§ Exercise aim
What the task needs is every record repeated exactly, nothing more.

[Opening Listed entries section]

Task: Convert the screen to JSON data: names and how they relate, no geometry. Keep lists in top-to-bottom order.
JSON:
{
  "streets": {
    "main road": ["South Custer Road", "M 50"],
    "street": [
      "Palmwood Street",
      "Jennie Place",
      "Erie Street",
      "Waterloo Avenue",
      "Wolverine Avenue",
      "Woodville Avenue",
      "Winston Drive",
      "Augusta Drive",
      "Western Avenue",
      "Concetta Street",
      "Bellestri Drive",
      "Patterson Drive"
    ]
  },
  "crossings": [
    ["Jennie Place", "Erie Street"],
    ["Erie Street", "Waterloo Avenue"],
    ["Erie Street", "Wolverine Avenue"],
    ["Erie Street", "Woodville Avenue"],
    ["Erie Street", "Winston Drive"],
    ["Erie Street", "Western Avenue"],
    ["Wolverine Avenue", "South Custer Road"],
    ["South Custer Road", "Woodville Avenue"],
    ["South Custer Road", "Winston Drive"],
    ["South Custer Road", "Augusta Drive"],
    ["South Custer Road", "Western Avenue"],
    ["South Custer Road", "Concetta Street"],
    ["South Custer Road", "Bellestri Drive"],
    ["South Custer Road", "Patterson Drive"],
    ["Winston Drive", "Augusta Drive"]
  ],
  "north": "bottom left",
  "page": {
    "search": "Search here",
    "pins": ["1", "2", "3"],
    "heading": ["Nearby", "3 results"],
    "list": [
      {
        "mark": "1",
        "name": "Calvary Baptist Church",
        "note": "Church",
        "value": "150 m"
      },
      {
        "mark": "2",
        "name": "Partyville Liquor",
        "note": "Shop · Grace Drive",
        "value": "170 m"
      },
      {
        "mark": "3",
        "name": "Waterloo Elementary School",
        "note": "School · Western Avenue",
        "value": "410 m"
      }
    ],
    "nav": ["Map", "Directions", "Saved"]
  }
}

[Closing Listed entries section]

§ Response
Task: Convert the screen to JSON data: names and how they relate, no geometry. Keep lists in top-to-bottom order.
JSON:
{
  "streets": {
    "main road": ["South Custer Road", "M 50"],
    "street": [
      "Palmwood Street",
      "Jennie Place",
      "Erie Street",
      "Waterloo Avenue",
      "Wolverine Avenue",
      "Woodville Avenue",
      "Winston Drive",
      "Augusta Drive",
      "Western Avenue",
      "Concetta Street",
      "Bellestri Drive",
      "Patterson Drive"
    ]
  },
  "crossings": [
    ["Jennie Place", "Erie Street"],
    ["Erie Street", "Waterloo Avenue"],
    ["Erie Street", "Wolverine Avenue"],
    ["Erie Street", "Woodville Avenue"],
    ["Erie Street", "Winston Drive"],
    ["Erie Street", "Western Avenue"],
    ["Wolverine Avenue", "South Custer Road"],
    ["South Custer Road", "Woodville Avenue"],
    ["South Custer Road", "Winston Drive"],
    ["South Custer Road", "Augusta Drive"],
    ["South Custer Road", "Western Avenue"],
    ["South Custer Road", "Concetta Street"],
    ["South Custer Road", "Bellestri Drive"],
    ["South Custer Road", "Patterson Drive"],
    ["Winston Drive", "Augusta Drive"]
  ],
  "north": "bottom left",
  "page": {
    "search": "Search here",
    "pins": ["1", "2", "3"],
    "heading": ["Nearby", "3 results"],
    "list": [
      {
        "mark": "1",
        "name": "Calvary Baptist Church",
        "note": "Church",
        "value": "150 m"
      },
      {
        "mark": "2",
        "name": "Partyville Liquor",
        "note": "Shop · Grace Drive",
        "value": "170 m"
      },
      {
        "mark": "3",
        "name": "Waterloo Elementary School",
        "note": "School · Western Avenue",
        "value": "410 m"
      }
    ],
    "nav": ["Map", "Directions", "Saved"]
  }
}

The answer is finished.